Returned unopposed in 1802, Ellison complained of the postponement of Burdett’s motion, 26 Nov., having travelled ‘upwards of 170 miles’ to attend it. He stood by ministers on the question of the resumption of hostilities, 11 May, and on 13 July 1803 criticized Pitt for his attack on Addington’s income tax regulations. He was named to the civil list committee, 2 Feb. 1804. On Pitt’s return to power, he was listed ‘doubtful’ and spoke and voted against his additional force bill in June 1804. In September he was listed ‘Addington’, then as one of Addington’s friends ‘on whom some impression might be made’ and finally ‘doubtful Addington’. On 28 Mar. 1805 he favoured the militia enlisting bill and on 8 Apr. was in the government minority on Whitbread’s censure of Melville. He had favoured the commission of naval inquiry. He supported the criminal prosecution of Melville, 12 June, and a month later was listed a supporter of Lord Sidmouth: so his support of ministry had coincided with Sidmouth’s alliance with it.
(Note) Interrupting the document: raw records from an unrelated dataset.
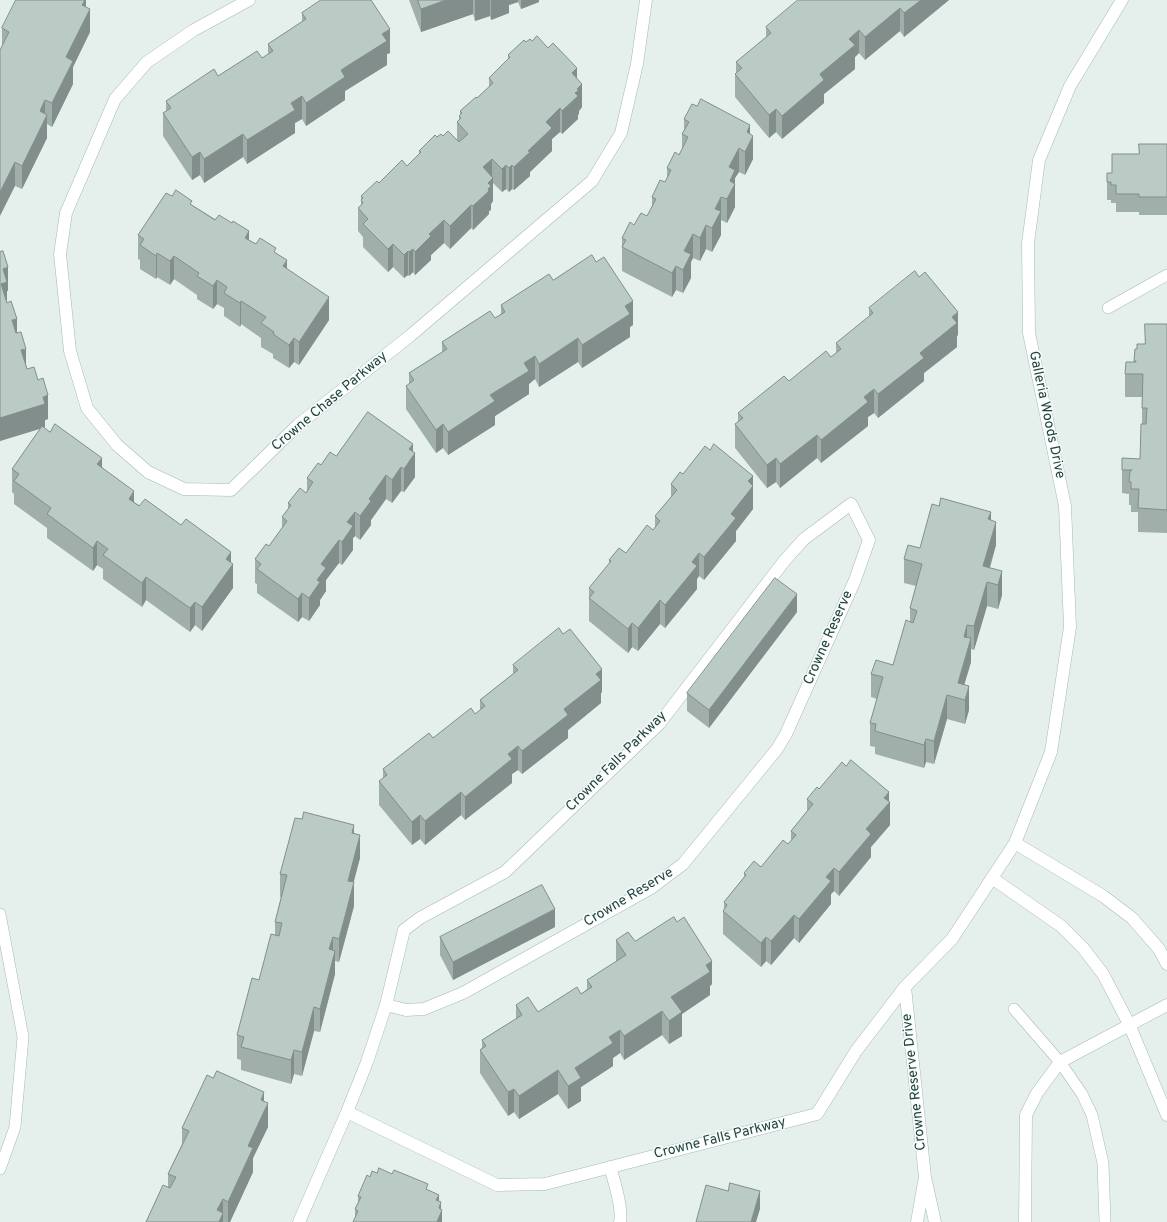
<!DOCTYPE html>
<html>
<head>
<meta charset="utf-8">
<style>
	body { margin:0 }
	canvas { display:block; background:#e5f0ed }
</style>
</head>
<body>
<canvas width="1167" height="1222"></canvas>
<script>
const context = document.querySelector('canvas').getContext('2d');
context.lineJoin = 'round';
function stroke(path, color, width, dash) {
  context.strokeStyle = color;
  context.lineWidth = width;
  context.lineCap = dash ? 'butt' : 'round';
  context.setLineDash(dash || []);
  context.stroke(path);
}
function fillPath(path, color) {
  context.fillStyle = color;
  context.fill(path, 'evenodd');
}
function drawText(font, color, halo, rows, align = 'center') {
  context.font = font + ' Overpass,sans-serif';
  context.lineWidth = 3;
  context.setLineDash([]);
  context.textBaseline = 'middle';
  context.strokeStyle = halo;
  context.fillStyle = color;
  for (const [text, x, y, turn = 0] of rows) {
    context.save();
    context.translate(x, y);
    context.rotate((+turn || 0) * Math.PI / 180);
    context.textAlign = isNaN(turn) ? turn : align;
    if (halo) context.strokeText(text, 0, 0);
    context.fillText(text, 0, 0);
    context.restore();
  }
}
const service = new Path2D(`
	M1108 308 1167 275
	M0 914 23 1037 15 1127 0 1169
	M1014 1009 1060 1062 1082 1094 1092 1115 1103 1163 1105 1222`);
const minor = new Path2D(`
	M249 0 194 30 147 62 115 99 66 213 60 254 70 351 87 408 117 445 148 472 184 489 231 490 298 425 411 335 592 181 621 133 637 64 646 0
	M1015 843 1103 896 1132 918 1159 949 1167 964
	M992 878 1061 926 1083 948 1103 974 1129 1024 1167 1115
	M905 987 925 1177 935 1222
	M347 1112 497 1185 545 1184 817 1114 856 1051 905 987 952 939 1015 843 1051 752 1070 627 1065 506 1029 333 1028 243 1039 160 1070 86 1122 0
	M610 1167C614 1180 623 1210 620 1222
	M299 1222 347 1112 367 1062 386 1005 404 930 420 918 505 872 659 724 785 560 804 539 851 504 869 540 855 580 786 734 777 749 683 864 651 888 463 993 424 1009 406 1010 386 1005
	M917 1222 924 1182
	M1025 1222 1026 1115 1037 1093 1060 1062 1167 1005`);
stroke(service, '#a7b9b6', 12);
stroke(minor, '#a7b9b6', 13);
stroke(service, '#fff', 11);
stroke(minor, '#fff', 12);
fillPath(new Path2D(`
	M86 0V7L90 32 73 67V84L52 127 47 124V138L22 189 15 186 2 46V28Z
	M409 0H539V2L521 9 518 2 509 5V13L491 20 490 16 475 21 473 14 421 32Z
	M949 0 904 37 900 31 865 60 859 53 855 57V69L824 94V103L782 139 776 132 769 138 735 97V74L736 73V62L766 38V27Z
	M302 13 390 53 387 54V65L345 91V100L306 126 302 119 295 123V133L247 164 243 157 204 183 200 175 192 180 163 136V113L166 111V101L218 76 262 58 268 55V44L302 22Z
	M532 41 577 78 582 107 579 111V114L578 115V119L562 134 560 132 552 139V151L530 172V176L514 190 512 189 509 192 506 189 502 192 493 183V201L491 204V210L489 211V214L473 230 471 228 450 249 444 243 431 255V260L415 275 413 272 409 276 408 275 404 278 393 267 388 272 363 247V237L358 231V208L361 205V196L379 183 407 166 419 154V151L437 137 443 136 457 140V122L459 121V116L460 115V111L477 98 489 87V78L508 59V55L526 42Z
	M684 119 750 134 753 159 745 175 739 172 735 178V207L727 223 721 220V235L712 252 706 249 700 261 693 258 691 262V278L683 293 676 290 672 297 622 271V238L634 225 647 216 652 207V197L665 182 667 178V168L679 155 682 149V134L684 131Z
	M1167 144V215H1139V212H1116V203H1111V200H1107V173H1112L1139 154Z
	M172 196 192 205 256 244 276 253 287 269 329 320 299 365 294 362 289 368 273 358V354L261 347V338L241 324 240 327 224 316V308L217 304 213 309 197 299V295L174 279 170 285 157 277 156 279 140 269V260L138 259V235Z
	M0 252 8 291H7V302L27 369 48 419 45 420V427L44 428 102 467 134 502 231 563 233 588 202 631 195 625 190 632 146 600 142 607 103 579V569L97 565 93 571 47 538V528L14 504V494L12 492V469L40 429 0 441Z
	M553 280 633 325 630 327V337L582 368 578 362 539 387 535 379 529 384V394L495 416V425L448 455 443 448 436 453 406 409V386L409 384V373L442 352V342L495 318 501 314V305Z
	M869 308 958 335 957 336V347L924 373V381L878 418 874 413 868 417V426L821 463 817 458 780 488 776 482 767 488 735 448V424L738 422V413L789 381 831 357 836 353V343L869 317Z
	M1167 324V533L1138 532V512H1131V505H1129V494L1122 493V470L1140 459 1142 424V397H1125V374L1134 362 1135 349H1137L1145 344Z
	M413 452 415 477 404 492 401 491 392 503 386 499 371 520V525L360 540 355 536 353 538V550L342 565 339 563 326 580V591L320 600V605L309 621 302 617 298 622 257 593V584L255 583V559L269 546 282 528V517L288 509V503L306 493 307 491V478L321 465 336 456Z
	M683 474 753 485V509L736 531V541L704 580 699 576 697 579V589L665 628 660 624 638 651 632 647 628 653 589 621V588L609 564V560L626 553 653 530 655 527V516L671 497V484Z
	M939 506 991 520 996 545 990 568 1002 571V595L998 609 987 606 974 650 971 649V662L964 685 969 710 965 724 947 719 934 764 926 762 924 768 875 754V747L870 746V723L877 699 871 697V674L893 665 910 621V608L916 586 904 583V559L920 548Z
	M797 612 709 728 687 711V693Z
	M513 665 602 692 601 693V703L568 730V738L522 774 518 770 512 774V783L465 820 461 815 425 845 420 839 412 845 379 805V781L383 778V769L433 738 475 714 480 710V700L513 674Z
	M846 766 889 801 890 825 871 847V857L839 896 834 891 831 894V904L799 943 794 938 771 965 766 961 761 967 723 934V911L724 910V902L744 877V873L761 867 788 844 791 841V831L807 811V799Z
	M354 834 360 858 353 882 354 906 339 962 335 961V974L320 1032 314 1031 302 1076 294 1074 291 1084 241 1070V1060L237 1059V1035L259 980 275 935V922L281 897H280V874Z
	M555 927 453 980 440 955V937Z
	M616 940 635 941 712 984 710 986V995L682 1014V1036L669 1044 662 1035 624 1060 620 1053 613 1058V1066L581 1087V1101L568 1109 558 1094 519 1119 514 1112 508 1116 480 1073V1050L482 1048V1040L516 1019V1005L538 1012 581 994 587 989V980L616 962Z
	M264 1101 268 1127 253 1158V1172L230 1222H146L168 1187V1174L182 1144V1128Z
	M377 1173 392 1174 428 1190 439 1201 441 1209 442 1222 355 1217V1209L358 1203V1196L370 1177Z`), '#a0afaa');
fillPath(new Path2D(`
	M85 0H86V16L90 9V32L73 67V84L52 127V103L82 5Z
	M446 0H473V14L421 32V9Z
	M475 0H490V16L475 21Z
	M491 0H518V2L509 5V13L491 20Z
	M521 0H539V2L521 9Z
	M921 0H949L904 37V13Z
	M900 8V31L865 60V37Z
	M390 29V53L387 54V65L345 91V100L306 126V103L382 34Z
	M859 30V53L855 57V69L824 94V103L782 139V116L820 74 849 39Z
	M577 68V92L572 73Z
	M582 84V107L579 111V114L578 115V119L562 134V111L575 93 577 89Z
	M302 96V119L295 123V133L247 164V140L291 103Z
	M45 100V118L47 115V138L22 189V166L40 111Z
	M560 108V132L552 139V151L530 172V176L514 190V167L528 151 546 122Z
	M776 109V132L769 138V115Z
	M750 125V141L753 136V159L745 175V152L747 132Z
	M243 134V157L204 183V159Z
	M739 148V172L735 178V207L727 223V199L729 167Z
	M200 152V175L192 180V157Z
	M492 159V179L493 178V201L491 204V210L489 211V214L473 230V206L483 167Z
	M15 162V186L0 216V192Z
	M506 165V189L502 192V169Z
	M512 165V189L509 192V168Z
	M721 197V235L712 252V228L715 209Z
	M471 205V228L450 249V226Z
	M444 220V243L431 255V260L415 275V252L429 234Z
	M706 225V249L700 261V238Z
	M249 231V255L245 238Z
	M693 234V258L691 262V278L683 293V270L684 251Z
	M393 244V267L388 272V249Z
	M413 249V272L409 276V252Z
	M408 251V275L404 278V255Z
	M157 253V277L156 279V256Z
	M174 256V279L170 285V261Z
	M287 260V284L283 266Z
	M676 266V290L672 297V273Z
	M8 267V291H7V305L1 284 3 269Z
	M217 280V304L213 309V286Z
	M329 297V320L299 365V342Z
	M241 301V324L240 327V303Z
	M633 301V325L630 327V337L582 368V345L625 306Z
	M958 312V335L957 336V347L924 373V381L878 418V394L920 353 952 317Z
	M17 319V342L12 320Z
	M294 338V362L289 368V345Z
	M578 338V362L539 387V364Z
	M26 349V372L21 350Z
	M535 356V379L529 384V394L495 416V425L448 455V432L490 395 524 363Z
	M874 389V413L868 417V426L821 463V440L864 397Z
	M48 395V419L45 420V427L0 441V418L43 397Z
	M443 424V448L436 453V430Z
	M817 435V458L780 488V464Z
	M413 444V456L415 453V477L404 492V469L409 449Z
	M102 458V482L97 464Z
	M776 458V482L767 488V465Z
	M401 467V491L392 503V480Z
	M386 475V499L371 520V525L360 540V516L369 499Z
	M753 476V509L736 531V541L704 580V557L731 514 748 481Z
	M134 491V515L129 499Z
	M355 512V536L353 538V550L342 565V542L347 522Z
	M991 512V535L988 519Z
	M996 522V545L983 590V566Z
	M339 540V563L326 580V591L320 600V605L309 621V598L317 580 321 564Z
	M97 541V565L93 571V548Z
	M231 552V567L233 564V588L202 631V607L226 559Z
	M699 553V576L697 579V589L665 628V605L692 562Z
	M1002 571V595L998 609V585Z
	M146 577V600L142 607V583Z
	M987 582V606L974 650V626Z
	M302 593V617L298 622V599Z
	M797 594V612L709 728V710Z
	M660 600V624L638 651V628Z
	M195 602V625L190 632V608Z
	M632 623V647L628 653V629Z
	M967 625V648L964 637Z
	M971 638V662L960 699 958 683Z
	M602 669V692L601 693V703L568 730V738L522 774V751L564 709 596 674Z
	M969 686V710L965 724V700Z
	M947 695V719L934 764V741Z
	M926 739V762L924 768V745Z
	M518 746V770L512 774V783L465 820V797L508 754Z
	M461 792V815L425 845V821Z
	M889 792V803L890 802V825L871 847V857L839 896V872L866 829 884 798Z
	M420 815V839L412 845V822Z
	M354 825V849L352 833Z
	M360 835V858L348 904V881Z
	M834 868V891L831 894V904L799 943V919L826 877Z
	M354 882V906L339 962V939Z
	M555 909V927L453 980V962Z
	M794 915V938L771 965V941Z
	M333 937V961L329 949Z
	M766 937V961L761 967V943Z
	M335 951V974L320 1032V1009Z
	M712 961V984L710 986V995L682 1014V1036L669 1044V1021L671 997 706 965Z
	M314 1007V1031L302 1076V1052Z
	M662 1011V1035L624 1060V1036Z
	M620 1030V1053L613 1058V1066L581 1087V1101L568 1109V1086L575 1068 609 1037Z
	M294 1050V1074L291 1084V1060Z
	M558 1070V1094L519 1119V1096Z
	M514 1089V1112L508 1116V1092Z
	M264 1092V1111L268 1103V1127L253 1158V1172L230 1222H228V1202L248 1146 261 1100Z
	M760 1191V1209L756 1222H751Z
	M439 1195V1208L441 1202V1212L442 1210V1222H436V1200Z
	M223 1199V1222H217V1210Z`), '#828e8b');
const building = new Path2D(`
	M16 0H85L82 5 90 9 66 57 73 61 52 103 45 100 40 111 47 115 22 166 15 162 0 192V50L9 32 2 28Z
	M321 0H371L390 29 382 34 387 41 341 70 345 77 306 103 302 96 291 103 295 110 247 140 243 134 204 159 200 152 192 157 163 113 171 108 166 101 214 69 218 76 257 51 262 58 273 51 268 44 306 19 302 13Z
	M418 0H446L421 9Z
	M798 0H921L904 13 900 8 865 37 859 30 849 39 855 45 820 74 824 80 782 116 776 109 769 115 735 74 742 68 736 62 771 33 766 27Z
	M537 36 548 48 553 43 577 68 572 73 582 84 577 89 579 90 575 93 578 96 562 111 560 108 546 122 552 128 528 151 530 152 514 167 512 165 509 168 506 165 502 169 492 159 483 167 493 178 488 183 491 186 488 189 489 191 473 206 471 205 450 226 444 220 429 234 431 236 415 252 413 249 409 252 408 251 404 255 393 244 388 249 363 224 368 219 358 208 363 203 361 200 363 198 361 196 377 181 379 183 402 160 407 166 421 152 419 151 435 135 437 137 441 134 443 136 448 131 459 142 468 134 457 122 461 118 459 116 462 113 460 111 476 97 477 98 493 83 489 78 510 57 508 55 524 40 526 42 530 39 532 41Z
	M701 99 750 125 747 132 753 136 745 152 739 148 729 167 735 170 730 181 735 184 727 199 721 197 715 209 721 211 712 228 706 225 700 238 693 234 684 251 691 254 683 270 676 266 672 273 622 247 626 240 622 238 630 222 634 225 641 213 647 216 656 199 652 197 660 180 665 182 671 170 667 168 675 152 679 155 688 137 682 134 689 122 684 119 692 104 697 106Z
	M1139 144H1167V197H1139V194H1116V185H1111V182H1107V173H1112V154H1139Z
	M176 190 192 201 190 204 215 220 219 215 232 223 233 221 249 231 245 238 256 244 260 238 276 248 274 252 287 260 283 266 329 297 299 342 294 338 289 345 273 334 274 332 261 323 266 317 241 301 240 303 224 293 227 287 217 280 213 286 197 276 199 273 174 256 170 261 157 253 156 256 140 245 144 239 138 235 166 193 172 196Z
	M3 251 8 267 3 269 7 282 1 284 7 303 11 301 17 319 12 320 16 333 21 332 26 349 21 350 27 369 34 367 38 380 43 378 48 395 43 397 45 404 0 418V252Z
	M592 255 596 262 604 257 633 301 625 306 630 314 582 345 578 338 539 364 535 356 524 363 529 371 490 395 495 401 448 432 443 424 436 430 406 386 414 380 409 373 447 349 442 342 490 311 495 318 505 312 501 305 549 274 553 280Z
	M915 271 919 277 925 272 958 312 952 317 957 323 920 353 924 358 878 394 874 389 864 397 868 402 821 440 817 435 780 464 776 458 767 465 735 424 743 418 738 413 784 376 789 381 826 351 831 357 841 349 836 343 873 313 869 308Z
	M1145 324H1167V510L1138 508 1139 489H1131V482H1129L1130 471 1132 470H1122V458L1140 459 1141 424H1146L1147 408H1142L1143 374H1125L1126 362H1136V361H1134L1135 349H1137V344H1145Z
	M368 412 413 444 409 449 415 453 404 469 401 467 392 480 386 475 369 499 371 501 360 516 355 512 347 522 353 526 342 542 339 540 321 564 326 568 317 580 320 582 309 598 302 593 298 599 257 569 261 564 255 559 266 544 269 546 287 521 282 517 291 505 288 503 300 488 306 493 313 482 307 478 318 463 321 465 330 452 336 456Z
	M55 424 102 458 97 464 134 491 129 499 139 506 145 499 181 525 186 519 231 552 226 559 233 564 202 607 195 602 190 608 146 577 142 583 103 555 108 549 97 541 93 548 47 514 51 508 14 481 19 474 12 469 42 426 50 432Z
	M714 444 753 476 748 481 753 486 731 514 736 518 704 557 699 553 692 562 697 566 665 605 660 600 638 628 632 623 628 629 589 598 594 592 589 588 611 561 609 560 619 548 626 553 647 525 653 530 660 521 655 516 677 490 671 484 680 472 683 474 705 446 710 450Z
	M941 498 991 512 988 519 996 522 983 566 1002 571 998 585 987 582 974 626 967 625 964 637 971 638 958 683 969 686 965 700 947 695 934 741 926 739 924 745 875 731 876 724 870 723 883 677 871 674 876 660 893 665 906 620 913 623 917 611 910 608 922 564 904 559 908 545 920 548 932 504 939 506Z
	M775 578 797 594 709 710 687 693Z
	M559 628 563 634 570 629 602 669 596 674 601 680 564 709 568 715 522 751 518 746 508 754 512 759 465 797 461 792 425 821 420 815 412 822 379 781 387 775 383 769 429 733 433 738 471 708 475 714 485 706 480 700 518 670 513 665Z
	M851 760 889 792 884 798 890 802 866 829 871 834 839 872 834 868 826 877 831 881 799 919 794 915 771 941 766 937 761 943 723 911 727 905 724 902 746 875 744 873 754 861 761 867 783 840 788 844 796 835 791 831 813 804 807 799 817 787 819 789 842 762 846 766Z
	M304 812 354 825 352 833 360 835 348 881 354 882 339 939 333 937 329 949 335 951 320 1009 314 1007 302 1052 294 1050 291 1060 241 1047 244 1037 237 1035 252 978 259 980 271 934 279 936 282 923 275 922 287 875 280 874 295 818 302 819Z
	M542 885 555 909 453 962 440 937Z
	M674 917 677 922 684 917 712 961 706 965 710 972 671 997 682 1012 669 1021 662 1011 624 1036 620 1030 609 1037 613 1043 575 1068 581 1078 568 1086 558 1070 519 1096 514 1089 508 1092 480 1050 486 1046 482 1040 522 1015 516 1005 528 997 538 1012 577 987 581 994 592 987 587 980 626 955 616 940 628 932 635 941Z
	M217 1071 264 1092 261 1100 268 1103 248 1146 253 1148 228 1202 223 1199 217 1210 223 1213 219 1222H146L163 1185 170 1188 176 1177 168 1174 189 1131 182 1128 207 1075 213 1078Z
	M379 1168 392 1174 394 1170 428 1184 426 1189 439 1195 436 1200 441 1202 439 1208 442 1210 437 1222H353L358 1211 355 1209 361 1197 358 1196 367 1175 370 1177 372 1171 377 1173Z
	M730 1183 760 1191 751 1222H696L706 1185 728 1191Z`);
fillPath(building, '#bacbc6');
stroke(building, '#828e8b', 1);
drawText('14px', '#224440', '#f7fbfa', [
	["Crowne Chase Parkway",330,402,-40],
	["Galleria Woods Drive",1046,415,78],
	["Crowne Reserve",829,638,-66],
	["Crowne Falls Parkway",617,762,-45],
	["Crowne Reserve",629,898,-31],
	["Crowne Reserve Drive",915,1082,-96],
	["Crowne Falls Parkway",720,1139,-14]
]);
</script>
</body>
</html>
He was prepared to respect Pitt’s memory by public payment of his debts. He was at first well disposed to the Grenville ministry, of which Sidmouth was a member, and voted for the repeal of Pitt’s Additional Force Act, 30 Apr. 1806; but not without a quibble (9 May), and on the training bill, 27 June, he remarked: ‘although I wish to support ministers, I will not and cannot as they go on’. He felt the same about their militia officers bill. Writing to Lord Grenville, 19 Nov. 1806, he referred, in asking for local patronage, to his ‘decided general support’ of his government. He favoured the abolition of sinecures, 10 Feb. 1807, but a bid to add him to the finance committee next day failed. Grenville’s sister described him as ‘one of the Saints’,
At the election of 1807 Ellison offered for the county: he was snubbed as a parvenu during the campaign. He insisted that he was ‘not a Tory or a bigot’, but relied on hostility to the Grenville ministry’s Catholic proposals. Sidmouth thought he had a chance of success, but he was defeated and fell back on Lincoln, where he was unopposed.
He re-entered Parliament in March 1813, as a Treasury supporter, for a Wiltshire borough. Although an opening occurred for him at Lincoln a year later, he did not propose vacating his seat to regain the other, which went to his nephew. On 24 May 1813 he voted against Catholic relief, as also in 1817. He defended the revised Corn Laws, 17 Feb. 1815. He opposed inquiry into the Regent’s expenditure, 31 May, but on 3 July opposed the Duke of Cumberland’s marriage grant. He supported the property tax, 18 Mar. 1816, the aliens bill, 19 May, and the civil list, 24 May. He opposed the reduction of the lords of Admiralty, 25 Feb. 1817. On 10 Feb. 1818 he voted against censuring the Scottish law officers and he favoured the prosecution of booksellers offering radical publications for sale, 21 May. In the ensuing Parliament he came out against the Windsor establishment on 22 Feb. 1819, but seems to have changed his mind by 25 Feb. He supported ministers against Tierney’s censure motion, 18 May, and voted for the foreign enlistment bill, 10 June. He was against the extension of the franchise at Penryn, 22 June. He was credited with voting for inquiry into the abuses of charitable foundations, 23 June. He remained in town until 23 Dec. 1819 in support of repressive legislation.
Ellison was defeated in 1820 and did not seek reelection. He died 7 July 1827.